Suspensions and Expulsions under the IDEA

            The above-described procedures apply to students who are not receiving special education services under the Individuals with Disabilities Education Act (IDEA). 20 USC § 1400 et seq.  Under the IDEA and its implementing regulations, a school district may suspend or move a student with a disability to an interim alternative educational setting for not more than 10 school days (consecutively or per school year) if under the circumstances a nondisabled student would be treated in the same manner for the same violation.

Change of Placement
            However, with respect to disciplinary removals of a student covered by the IDEA from the student’s current educational placement, a “change of placement” occurs if a student is removed for more than than ten consecutive school days; or the student has been subjected to a series of disciplinary removals totaling more than ten school days within a school year.  See 34 CFR 300.530 through 300.535.

Manifestation Determination
            If a student covered by the IDEA will be excluded from school for disciplinary reasons for over ten days (consecutively or within one school year), the IDEA requires the IEP team to make a decision within ten days of that exclusion to determine whether or not the offending behaviors were a "manifestation" of the student’s disability. 20 USC §1415(k)(4)(B),(C);  20 U.S.C. 1415(k)(1)(A) and (E).  This process, referred to as a “manifestation determination.” 34 CFR § 300.530(a) and (e). 

            The behavior must be determined to be a manifestation of the child’s disability if the parent and relevant members of the child’s IEP Team determine that:

·         the conduct in question was caused by, or had a direct and substantial relationship to, the child’s disability; or

·         the conduct in question was the direct result of the local educational agency’s failure to implement the IEP.

If Behavior is Determined to be a “Manifestation”
            If the IEP team determines that either of the above conditions applies, except for the following exception and the 45-day provisions described below, the school district cannot legally suspend the student beyond ten days, and the IEP team must conduct a functional behavior assessment and implement a behavior improvement plan for the student.  If a behavior improvement plan has already been developed, it must be reviewed and modified it as necessary to address the behavior.  
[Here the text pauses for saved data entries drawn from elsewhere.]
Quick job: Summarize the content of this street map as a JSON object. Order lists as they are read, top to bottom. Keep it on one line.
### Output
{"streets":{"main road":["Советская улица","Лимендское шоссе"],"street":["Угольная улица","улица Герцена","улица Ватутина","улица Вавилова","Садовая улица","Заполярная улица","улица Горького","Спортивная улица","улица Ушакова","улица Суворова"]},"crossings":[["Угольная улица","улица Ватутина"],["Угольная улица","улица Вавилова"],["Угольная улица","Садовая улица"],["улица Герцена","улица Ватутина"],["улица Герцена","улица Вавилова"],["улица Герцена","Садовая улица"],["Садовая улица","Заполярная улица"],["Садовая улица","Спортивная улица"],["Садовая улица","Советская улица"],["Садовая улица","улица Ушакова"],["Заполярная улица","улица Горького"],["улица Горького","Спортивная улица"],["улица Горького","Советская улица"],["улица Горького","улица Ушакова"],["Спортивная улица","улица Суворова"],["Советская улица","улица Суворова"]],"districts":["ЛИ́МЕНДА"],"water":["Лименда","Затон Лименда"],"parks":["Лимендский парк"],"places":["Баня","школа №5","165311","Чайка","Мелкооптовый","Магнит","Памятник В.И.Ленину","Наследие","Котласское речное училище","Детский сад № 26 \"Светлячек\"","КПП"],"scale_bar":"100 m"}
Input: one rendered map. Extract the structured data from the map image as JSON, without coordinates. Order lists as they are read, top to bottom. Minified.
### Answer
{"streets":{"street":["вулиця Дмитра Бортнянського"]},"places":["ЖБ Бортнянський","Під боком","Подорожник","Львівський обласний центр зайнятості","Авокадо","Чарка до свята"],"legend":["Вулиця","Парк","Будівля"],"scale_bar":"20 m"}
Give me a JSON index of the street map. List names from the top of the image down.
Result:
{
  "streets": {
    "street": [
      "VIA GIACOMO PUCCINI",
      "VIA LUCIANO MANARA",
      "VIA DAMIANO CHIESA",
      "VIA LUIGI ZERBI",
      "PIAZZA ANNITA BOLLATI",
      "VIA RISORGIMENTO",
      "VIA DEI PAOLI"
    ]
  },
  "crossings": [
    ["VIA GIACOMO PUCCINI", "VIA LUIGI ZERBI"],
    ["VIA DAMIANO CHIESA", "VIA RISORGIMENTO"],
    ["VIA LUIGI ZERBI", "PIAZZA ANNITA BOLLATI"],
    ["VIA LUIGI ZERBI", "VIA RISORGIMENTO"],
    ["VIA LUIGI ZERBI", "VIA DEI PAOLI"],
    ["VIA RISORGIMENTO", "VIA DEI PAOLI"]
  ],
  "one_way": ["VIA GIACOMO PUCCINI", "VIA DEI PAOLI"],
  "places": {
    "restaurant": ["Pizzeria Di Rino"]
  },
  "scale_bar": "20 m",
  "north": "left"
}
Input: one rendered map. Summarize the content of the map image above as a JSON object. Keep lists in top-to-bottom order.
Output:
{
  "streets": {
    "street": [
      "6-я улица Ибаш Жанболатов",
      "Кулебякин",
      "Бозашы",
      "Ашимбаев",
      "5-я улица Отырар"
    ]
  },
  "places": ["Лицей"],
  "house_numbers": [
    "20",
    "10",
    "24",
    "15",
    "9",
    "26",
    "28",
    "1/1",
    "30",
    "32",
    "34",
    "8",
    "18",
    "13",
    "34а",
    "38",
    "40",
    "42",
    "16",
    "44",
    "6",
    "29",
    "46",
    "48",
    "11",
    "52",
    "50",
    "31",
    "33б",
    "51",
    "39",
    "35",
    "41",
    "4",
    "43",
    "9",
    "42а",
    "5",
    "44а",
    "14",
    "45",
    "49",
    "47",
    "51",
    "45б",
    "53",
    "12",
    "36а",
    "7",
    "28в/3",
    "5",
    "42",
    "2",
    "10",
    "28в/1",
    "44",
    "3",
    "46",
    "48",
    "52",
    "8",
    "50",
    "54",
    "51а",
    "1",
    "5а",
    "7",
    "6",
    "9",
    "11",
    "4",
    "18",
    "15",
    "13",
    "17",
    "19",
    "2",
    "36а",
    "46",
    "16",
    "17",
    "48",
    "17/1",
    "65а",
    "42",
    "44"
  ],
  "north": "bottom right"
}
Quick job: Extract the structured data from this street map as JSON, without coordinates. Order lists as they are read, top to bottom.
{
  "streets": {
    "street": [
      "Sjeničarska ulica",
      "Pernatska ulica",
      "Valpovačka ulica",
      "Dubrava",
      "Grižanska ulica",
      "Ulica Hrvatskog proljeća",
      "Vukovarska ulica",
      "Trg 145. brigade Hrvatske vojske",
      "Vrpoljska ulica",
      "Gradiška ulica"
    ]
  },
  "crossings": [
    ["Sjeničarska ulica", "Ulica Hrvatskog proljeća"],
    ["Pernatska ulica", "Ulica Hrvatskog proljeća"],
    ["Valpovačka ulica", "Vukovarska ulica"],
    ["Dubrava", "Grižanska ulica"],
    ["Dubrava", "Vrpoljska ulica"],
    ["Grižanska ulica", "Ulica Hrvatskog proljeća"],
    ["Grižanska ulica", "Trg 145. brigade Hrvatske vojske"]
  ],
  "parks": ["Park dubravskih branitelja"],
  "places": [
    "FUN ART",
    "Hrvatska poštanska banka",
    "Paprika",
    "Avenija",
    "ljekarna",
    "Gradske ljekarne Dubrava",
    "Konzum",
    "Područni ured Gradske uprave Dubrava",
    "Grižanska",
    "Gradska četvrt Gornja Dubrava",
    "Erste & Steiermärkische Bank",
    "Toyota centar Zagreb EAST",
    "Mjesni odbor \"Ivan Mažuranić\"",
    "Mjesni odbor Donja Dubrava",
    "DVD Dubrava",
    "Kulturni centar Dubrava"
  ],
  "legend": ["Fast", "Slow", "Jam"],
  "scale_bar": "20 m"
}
            Even if the IEP team determines that the behavior was a manifestation of the student’s disability, the school district may file for a due process hearing and ask the administrative law judge to order that the student receive services in an interim alternative educational placement for up to 45 days, on the basis that maintaining the student in his or her current placement "is substantially likely to result in injury to the child or to others." 20 USC § 1415(k)(3)(A). 

If Behavior is Not Determined to be a “Manifestation”
            If the team finds that the behavior was not a manifestation of the student’s disability, the school can suspend the student for the same amount of time that it would suspend a student without a disability for the same violation, but it must still provide ongoing education under the student’s IEP during the suspension.

The 45-day Rule
            Whether or not the IEP team determines that the behavior was a manifestation of the student’s disability, the IDEA specifically authorizes school districts to unilaterally (i.e., without the parent's consent) remove a student to an interim alternative educational setting for not more than 45 school days if the student carries a dangerous weapon to school or a school function, knowingly possesses, uses, sells or attempts to sell illegal drugs at school or at a school function, or inflicts serious bodily injury upon another person while at school or at a school. 20 U.S.C.S. § 1415(k)(1)(G)(i); 34 C.F.R. § 300.530(g).  The placement must include services to address the behavior for which the student is being suspended in the first place.     
            The IDEA provides that the interim alternative educational setting shall be determined by the IEP team and not the school district or AEA.  Doe v. Todd Co. Sch. Dist., 625 F.3d 459 (8th Cir. 2010), cert. den., 132 S. Ct. 367 (2011); 20 U.S.C.S. § 1415(k)(2); 34 C.F.R. §§ 300.530(d)(5), 300.531. 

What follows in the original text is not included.